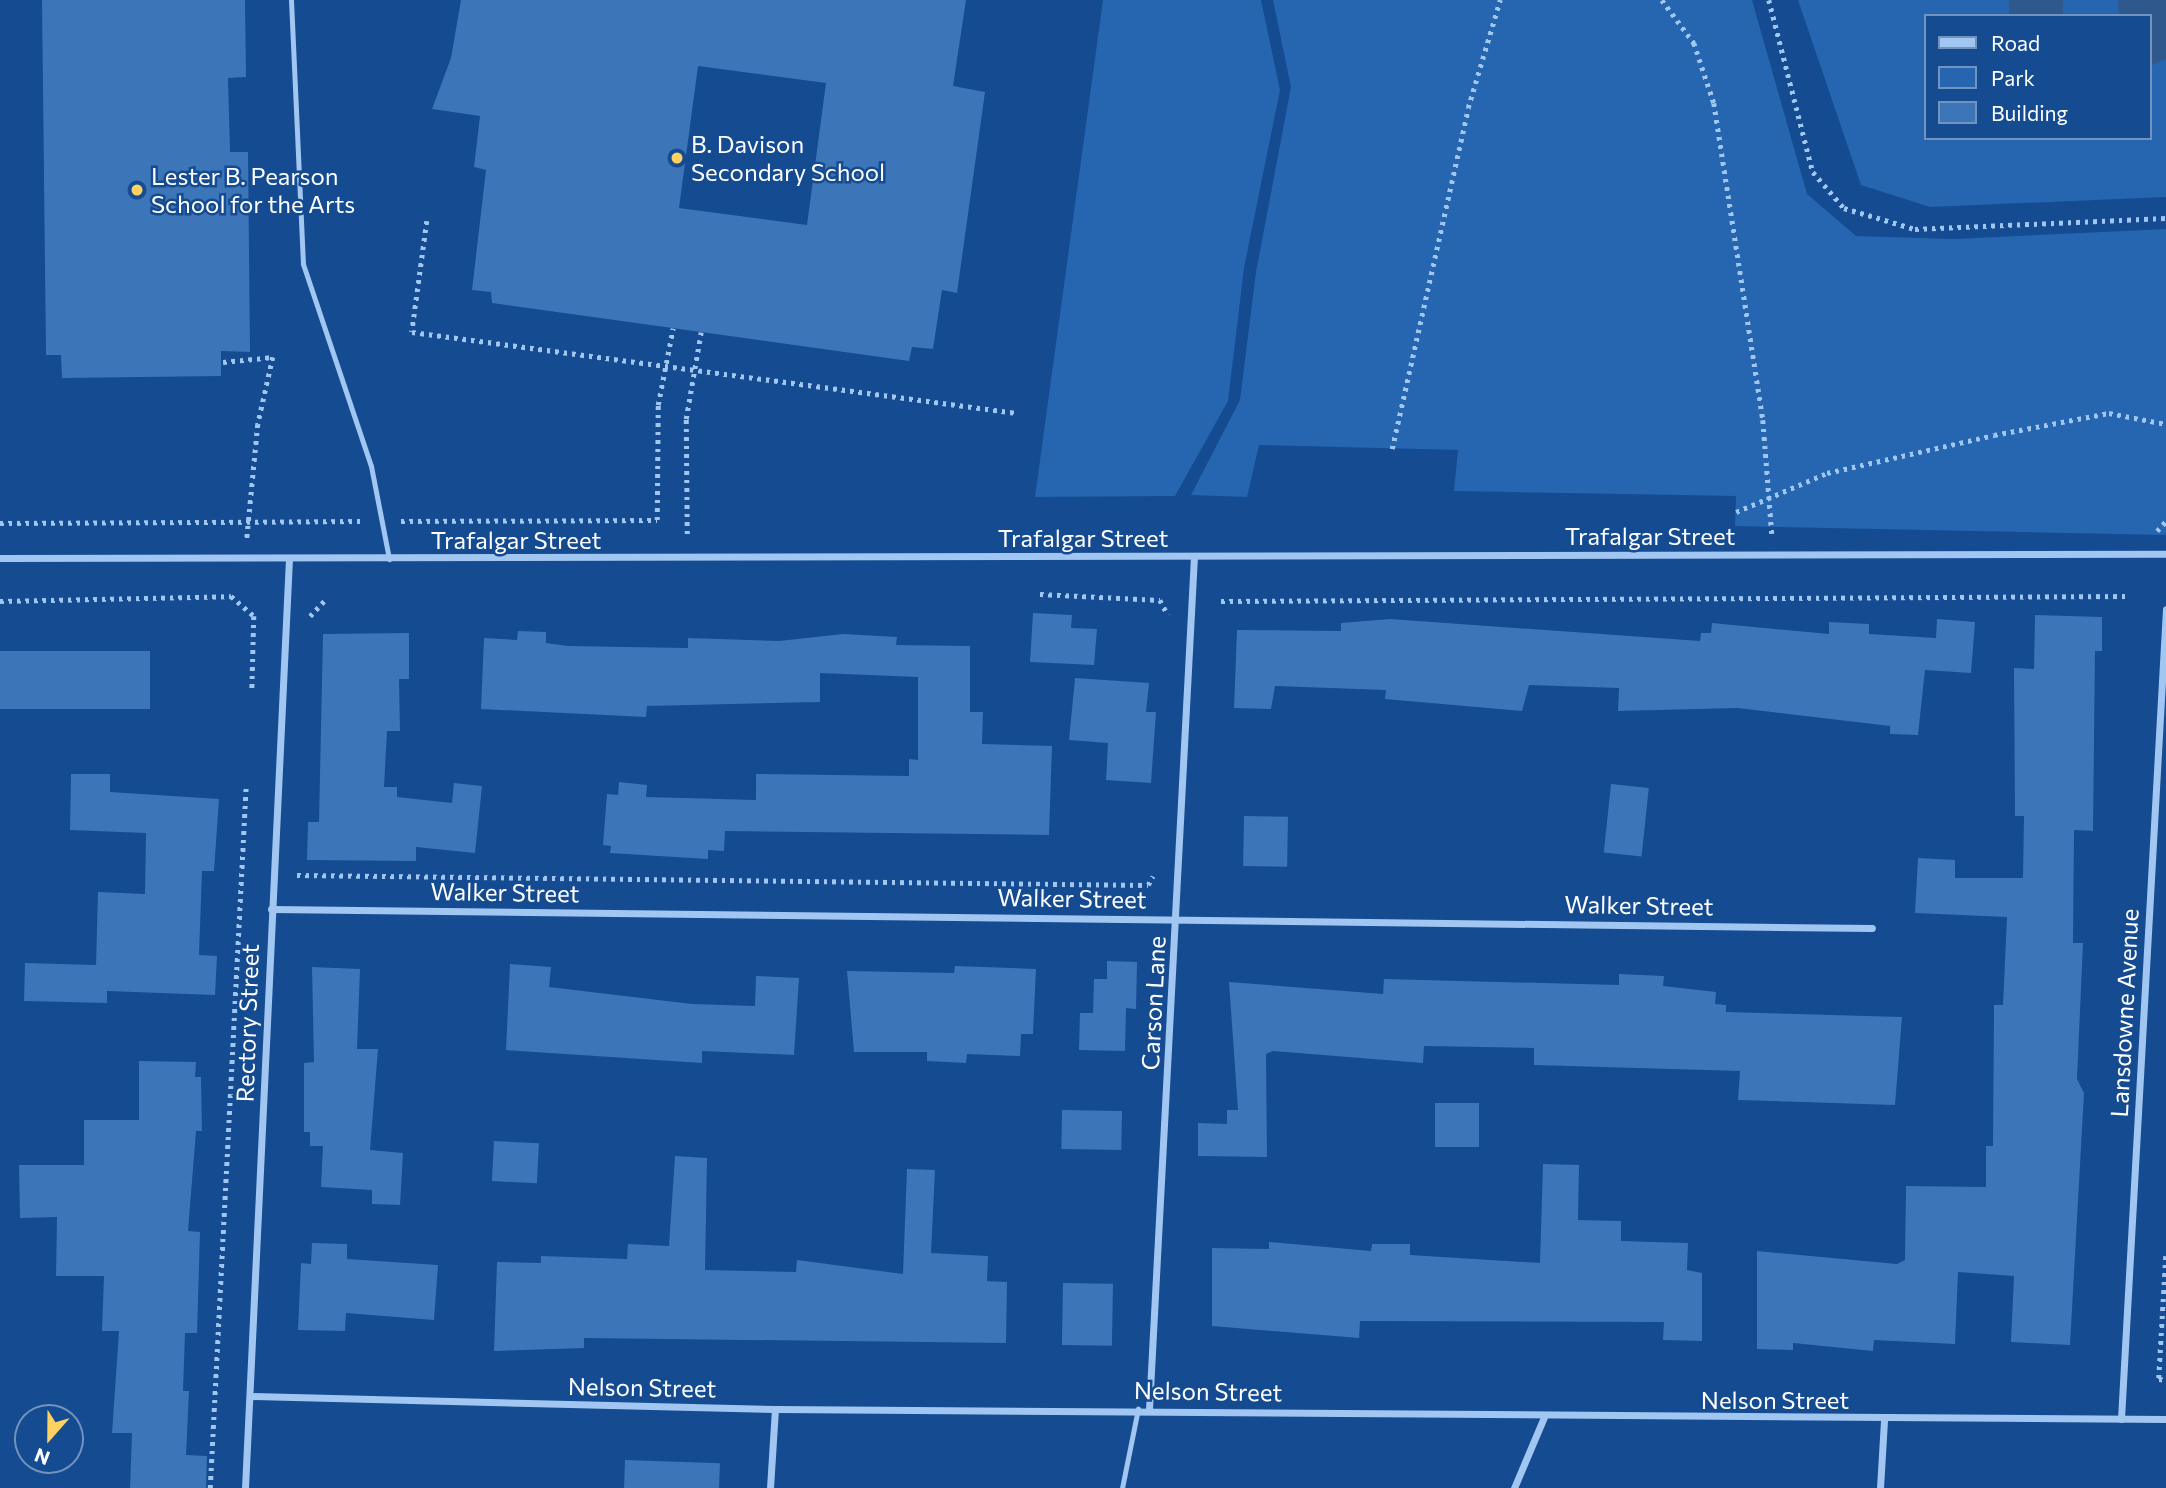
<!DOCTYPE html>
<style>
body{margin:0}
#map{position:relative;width:2166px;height:1488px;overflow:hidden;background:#144b91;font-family:Commissioner,sans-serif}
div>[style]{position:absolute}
.green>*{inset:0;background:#2665b0}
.water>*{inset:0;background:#2f598c;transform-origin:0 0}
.building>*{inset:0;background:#3d75b9;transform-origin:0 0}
.path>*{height:4.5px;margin-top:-2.25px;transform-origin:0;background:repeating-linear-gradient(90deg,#a1c6f1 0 3.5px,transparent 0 8.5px)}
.lane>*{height:5px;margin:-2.5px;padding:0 2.5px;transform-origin:2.5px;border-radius:2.5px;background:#a1c6f1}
.street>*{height:7px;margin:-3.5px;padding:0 3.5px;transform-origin:3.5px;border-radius:3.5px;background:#a1c6f1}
.dots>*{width:19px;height:19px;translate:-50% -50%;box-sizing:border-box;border:4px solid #144b91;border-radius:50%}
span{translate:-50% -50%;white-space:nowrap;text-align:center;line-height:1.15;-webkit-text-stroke:5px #144b91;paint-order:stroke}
.poi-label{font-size:24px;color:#fff}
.left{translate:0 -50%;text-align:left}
.street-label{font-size:24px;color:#fff}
.legend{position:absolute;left:1924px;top:14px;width:228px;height:126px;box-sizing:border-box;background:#144b91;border:2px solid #7293bd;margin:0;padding:9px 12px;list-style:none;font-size:21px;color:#fff}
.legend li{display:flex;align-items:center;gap:14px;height:35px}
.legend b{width:35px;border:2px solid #7293bd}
.north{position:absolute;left:14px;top:1404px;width:70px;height:70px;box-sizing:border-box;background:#144b91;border:2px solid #7293bd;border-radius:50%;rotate:201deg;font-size:19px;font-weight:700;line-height:28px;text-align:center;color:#fff}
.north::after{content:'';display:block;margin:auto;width:24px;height:32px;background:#ffd161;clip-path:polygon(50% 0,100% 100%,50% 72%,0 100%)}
</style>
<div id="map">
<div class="green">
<div style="clip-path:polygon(1103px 0,1261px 0,1280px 90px,1244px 268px,1228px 401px,1175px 496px,1035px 497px)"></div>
<div style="clip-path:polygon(1273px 0,1752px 0,1807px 194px,1856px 236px,1954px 239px,2166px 229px,2166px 535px,1735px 526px,1736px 496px,1454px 491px,1458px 450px,1259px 445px,1247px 497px,1191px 495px,1240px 400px,1256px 272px,1291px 87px)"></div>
<div style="clip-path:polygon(evenodd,1798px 0,2166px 0,2166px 197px,1930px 207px,1861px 185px,1798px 0,1926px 16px,2150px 16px,2150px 138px,1926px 138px,1926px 16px)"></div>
</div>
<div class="water">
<div style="left:2009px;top:0;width:54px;height:16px"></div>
<div style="clip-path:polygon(2118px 0,2166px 0,2166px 59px,2150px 66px,2150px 16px,2119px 16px)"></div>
</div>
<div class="building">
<div style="clip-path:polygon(42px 0,245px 0,246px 77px,228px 78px,230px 152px,248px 152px,250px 352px,221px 351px,221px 376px,62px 378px,61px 355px,46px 355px)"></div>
<div style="clip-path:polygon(evenodd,461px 0,966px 0,953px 86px,985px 92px,957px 293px,942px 290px,933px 349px,912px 347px,909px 361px,492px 303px,491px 292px,472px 290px,486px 170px,474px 167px,480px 116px,432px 109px,451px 58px,461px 0,698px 66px,826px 83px,807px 225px,679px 208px,698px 66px)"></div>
<div style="clip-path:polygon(1033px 613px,1072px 615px,1071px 628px,1097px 629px,1094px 665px,1030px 662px)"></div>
<div style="clip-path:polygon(2035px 615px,2102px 617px,2102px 651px,2095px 651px,2093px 831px,2074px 830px,2073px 943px,2083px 943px,2077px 1079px,2084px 1093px,2070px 1345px,2011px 1342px,2014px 1276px,1958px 1272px,1955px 1344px,1874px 1340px,1873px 1351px,1793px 1343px,1793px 1350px,1757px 1349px,1757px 1251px,1897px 1264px,1905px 1260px,1906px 1186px,1986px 1187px,1986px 1146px,1993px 1146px,1994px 1005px,2003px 1005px,2007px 917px,1915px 913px,1918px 858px,1955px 860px,1955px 878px,2023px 878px,2024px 816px,2015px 816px,2014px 668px,2034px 669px)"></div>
<div style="clip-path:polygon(1390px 619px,1700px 641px,1701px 633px,1711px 633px,1712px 623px,1829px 634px,1829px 622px,1869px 624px,1869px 634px,1936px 638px,1937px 619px,1975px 622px,1971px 673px,1925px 670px,1918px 735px,1890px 734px,1890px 726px,1738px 708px,1618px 711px,1619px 688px,1529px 685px,1522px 711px,1385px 699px,1386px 690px,1275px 686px,1271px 709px,1234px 708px,1237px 630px,1341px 631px,1341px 623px)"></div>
<div style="clip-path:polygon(518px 631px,546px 632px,546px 643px,568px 646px,688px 648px,688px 638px,779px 641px,843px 634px,897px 637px,896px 645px,970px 646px,970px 712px,983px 712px,982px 744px,1052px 746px,1049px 835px,725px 831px,724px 851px,708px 850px,708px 859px,610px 853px,611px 846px,603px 845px,607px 794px,618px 795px,619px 782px,647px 785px,646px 797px,756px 800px,756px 774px,909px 776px,909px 759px,918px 760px,918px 677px,820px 673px,820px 702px,647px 706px,646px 717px,481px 709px,484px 638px,517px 640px)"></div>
<div style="clip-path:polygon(409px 633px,409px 679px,399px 679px,400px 731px,387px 731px,384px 787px,397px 787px,397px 797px,452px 803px,454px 783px,482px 786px,475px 853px,416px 847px,416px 861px,307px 860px,308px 822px,319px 822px,323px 634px)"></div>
<div style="left:150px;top:651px;width:58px;height:150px;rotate:90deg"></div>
<div style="clip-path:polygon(1075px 678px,1149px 683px,1146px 712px,1156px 712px,1151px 783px,1106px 780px,1108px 743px,1069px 740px)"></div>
<div style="clip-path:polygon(71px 774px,110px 774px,110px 792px,219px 799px,214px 871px,202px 871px,199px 955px,217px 956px,215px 995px,107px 991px,107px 1003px,24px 1001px,25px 963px,96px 965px,98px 892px,145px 894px,146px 833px,70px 830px)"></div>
<div style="left:1611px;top:784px;width:38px;height:69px;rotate:6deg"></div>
<div style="left:1244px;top:816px;width:44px;height:50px;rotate:1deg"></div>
<div style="clip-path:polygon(1107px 961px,1137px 962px,1136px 1009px,1126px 1008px,1125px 1051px,1079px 1050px,1080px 1013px,1093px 1013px,1094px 979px,1107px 979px)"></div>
<div style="clip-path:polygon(510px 964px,551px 967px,549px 987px,692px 1004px,755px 1006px,756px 976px,799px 978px,794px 1055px,702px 1051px,702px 1063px,506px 1050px)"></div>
<div style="clip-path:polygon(955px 966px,1036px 969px,1033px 1034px,1021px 1034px,1020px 1056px,967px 1054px,966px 1063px,927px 1061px,927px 1052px,854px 1052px,847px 971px,954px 973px)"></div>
<div style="clip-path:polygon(312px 967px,360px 969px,357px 1049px,378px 1049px,370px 1150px,403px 1153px,400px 1205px,372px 1204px,372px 1190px,321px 1187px,323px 1146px,310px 1146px,310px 1132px,304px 1132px,304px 1063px,314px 1062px)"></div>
<div style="clip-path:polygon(1619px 974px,1664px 976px,1663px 986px,1716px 992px,1715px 1004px,1726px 1005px,1726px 1012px,1902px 1017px,1895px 1105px,1738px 1100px,1740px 1071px,1534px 1065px,1534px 1048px,1424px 1046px,1423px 1063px,1273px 1051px,1266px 1054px,1267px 1157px,1198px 1156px,1198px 1123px,1227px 1124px,1227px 1110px,1238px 1110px,1229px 982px,1383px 994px,1384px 979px,1619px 985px)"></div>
<div style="clip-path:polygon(139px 1061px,196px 1062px,195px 1077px,201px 1077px,202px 1131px,196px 1131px,188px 1231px,200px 1232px,197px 1333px,185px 1333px,183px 1391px,189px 1391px,186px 1455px,207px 1456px,206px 1488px,130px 1488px,132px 1433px,112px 1433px,119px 1331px,102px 1331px,104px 1276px,56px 1276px,57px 1217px,20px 1218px,19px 1165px,84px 1165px,84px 1120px,139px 1120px)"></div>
<div style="left:1435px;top:1103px;width:44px;height:44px"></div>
<div style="left:1062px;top:1110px;width:60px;height:39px;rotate:1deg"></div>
<div style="left:494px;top:1141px;width:45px;height:40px;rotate:3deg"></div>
<div style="clip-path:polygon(675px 1156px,707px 1158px,705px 1270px,796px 1272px,797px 1260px,903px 1274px,907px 1169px,935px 1170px,931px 1253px,988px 1256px,987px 1281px,1007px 1282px,1006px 1343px,584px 1338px,584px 1348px,494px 1351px,497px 1262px,541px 1263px,541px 1256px,627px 1259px,628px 1244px,669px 1246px)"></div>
<div style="clip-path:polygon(1543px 1164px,1579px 1165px,1578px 1220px,1621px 1221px,1621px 1241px,1688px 1243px,1687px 1270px,1702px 1273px,1702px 1341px,1663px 1340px,1664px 1322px,1360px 1321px,1359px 1338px,1212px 1326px,1212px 1248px,1269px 1249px,1269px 1242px,1371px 1251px,1372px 1244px,1410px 1244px,1410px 1255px,1540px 1263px)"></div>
<div style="clip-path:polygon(312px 1243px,347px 1244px,347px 1259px,438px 1265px,434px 1320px,346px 1313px,345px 1331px,298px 1330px,301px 1263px,311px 1264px)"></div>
<div style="left:1063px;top:1283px;width:50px;height:62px;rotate:1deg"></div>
<div style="left:625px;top:1460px;width:95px;height:28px;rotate:2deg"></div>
</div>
<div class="path">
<div style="left:1662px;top:0;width:54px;rotate:53.3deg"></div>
<div style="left:1694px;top:43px;width:63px;rotate:71.6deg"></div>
<div style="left:1714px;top:103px;width:321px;rotate:81.2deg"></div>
<div style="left:1763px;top:420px;width:114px;rotate:85.5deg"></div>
<div style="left:1769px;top:0;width:178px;rotate:75.7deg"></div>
<div style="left:1813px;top:172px;width:48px;rotate:49.3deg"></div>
<div style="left:1844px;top:208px;width:74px;rotate:16.5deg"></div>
<div style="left:1915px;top:229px;width:251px;rotate:-2.5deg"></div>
<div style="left:427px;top:221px;width:112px;rotate:97.7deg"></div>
<div style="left:412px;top:332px;width:610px;rotate:7.63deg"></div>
<div style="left:223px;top:362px;width:50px;rotate:-5.7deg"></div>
<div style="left:273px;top:357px;width:69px;rotate:102.6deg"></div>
<div style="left:258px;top:424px;width:115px;rotate:95.5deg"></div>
<div style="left:1392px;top:449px;width:349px;rotate:-77.4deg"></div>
<div style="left:1468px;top:108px;width:113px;rotate:-73.5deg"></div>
<div style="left:1736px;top:512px;width:99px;rotate:-23.2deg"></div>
<div style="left:1827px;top:473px;width:171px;rotate:-12.8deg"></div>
<div style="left:1994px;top:435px;width:117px;rotate:-10.8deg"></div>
<div style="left:2109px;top:413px;width:58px;rotate:10.9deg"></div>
<div style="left:401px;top:521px;width:256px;rotate:-0.2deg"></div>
<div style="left:657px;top:520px;width:115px;rotate:-89.5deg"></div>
<div style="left:658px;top:405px;width:78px;rotate:-79deg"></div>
<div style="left:0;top:523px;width:360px;rotate:-0.3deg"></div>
<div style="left:2157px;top:531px;width:13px;rotate:-48deg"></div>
<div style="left:687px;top:534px;width:115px;rotate:-90.5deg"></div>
<div style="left:686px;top:419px;width:88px;rotate:-80.2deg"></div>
<div style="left:1040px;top:594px;width:120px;rotate:2.9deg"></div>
<div style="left:1160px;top:600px;width:17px;rotate:62deg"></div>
<div style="left:0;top:601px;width:231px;rotate:-1.2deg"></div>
<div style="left:231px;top:596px;width:30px;rotate:41deg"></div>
<div style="left:254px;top:616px;width:75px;rotate:91.5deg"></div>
<div style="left:1221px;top:601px;width:909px;rotate:-0.32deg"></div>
<div style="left:310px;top:616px;width:23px;rotate:-47deg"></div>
<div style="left:297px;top:875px;width:851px;rotate:0.67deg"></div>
<div style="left:1148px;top:885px;width:10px;rotate:-61deg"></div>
<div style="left:2166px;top:1256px;width:123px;rotate:93.3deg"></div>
<div style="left:2159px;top:1379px;width:7px;rotate:8deg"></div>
<div style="left:210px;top:1488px;width:705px;rotate:-87.07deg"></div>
</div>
<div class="lane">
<div style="left:291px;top:0;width:264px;rotate:87.4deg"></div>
<div style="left:303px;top:264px;width:213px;rotate:71.4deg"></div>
<div style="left:371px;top:466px;width:95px;rotate:79deg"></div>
<div style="left:1122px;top:1488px;width:81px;rotate:-78.6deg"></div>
</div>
<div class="street">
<div style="left:0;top:558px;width:2166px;rotate:-0.11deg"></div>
<div style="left:271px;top:909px;width:1601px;rotate:0.68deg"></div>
<div style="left:250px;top:1396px;width:525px;rotate:1.42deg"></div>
<div style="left:775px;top:1409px;width:1391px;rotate:0.41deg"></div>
<div style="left:1149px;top:1409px;width:853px;rotate:-86.98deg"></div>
<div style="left:2121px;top:1419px;width:811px;rotate:-86.82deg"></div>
<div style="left:245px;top:1488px;width:929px;rotate:-87.29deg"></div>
<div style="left:770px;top:1488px;width:79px;rotate:-86.4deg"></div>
<div style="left:1514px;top:1488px;width:77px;rotate:-67.1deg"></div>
<div style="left:1880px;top:1488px;width:68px;rotate:-86.6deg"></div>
</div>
<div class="dots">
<div style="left:677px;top:158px;background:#ffd161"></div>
<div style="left:137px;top:190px;background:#ffd161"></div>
</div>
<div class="poi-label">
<span class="left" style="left:691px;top:158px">B. Davison<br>Secondary School</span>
<span class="left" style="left:151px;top:190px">Lester B. Pearson<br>School for the Arts</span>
</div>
<div class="street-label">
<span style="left:1650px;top:536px">Trafalgar Street</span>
<span style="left:1083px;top:538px">Trafalgar Street</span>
<span style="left:516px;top:540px">Trafalgar Street</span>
<span style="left:505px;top:892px;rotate:1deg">Walker Street</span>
<span style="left:1072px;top:898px;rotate:1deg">Walker Street</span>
<span style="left:1639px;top:905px;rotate:1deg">Walker Street</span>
<span style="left:1153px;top:1003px;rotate:-87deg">Carson Lane</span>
<span style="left:2124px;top:1013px;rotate:-87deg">Lansdowne Avenue</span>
<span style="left:247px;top:1023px;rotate:-88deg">Rectory Street</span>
<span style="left:642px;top:1387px;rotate:1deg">Nelson Street</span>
<span style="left:1208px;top:1391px;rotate:1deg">Nelson Street</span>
<span style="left:1775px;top:1400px">Nelson Street</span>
</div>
<ul class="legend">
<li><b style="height:9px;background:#a1c6f1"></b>Road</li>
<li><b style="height:19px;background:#2665b0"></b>Park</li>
<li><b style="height:19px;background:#3d75b9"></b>Building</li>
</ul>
<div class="north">N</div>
</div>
* * * * *
Say how many lines of the data hold the string "water", with no other words in your reply.

2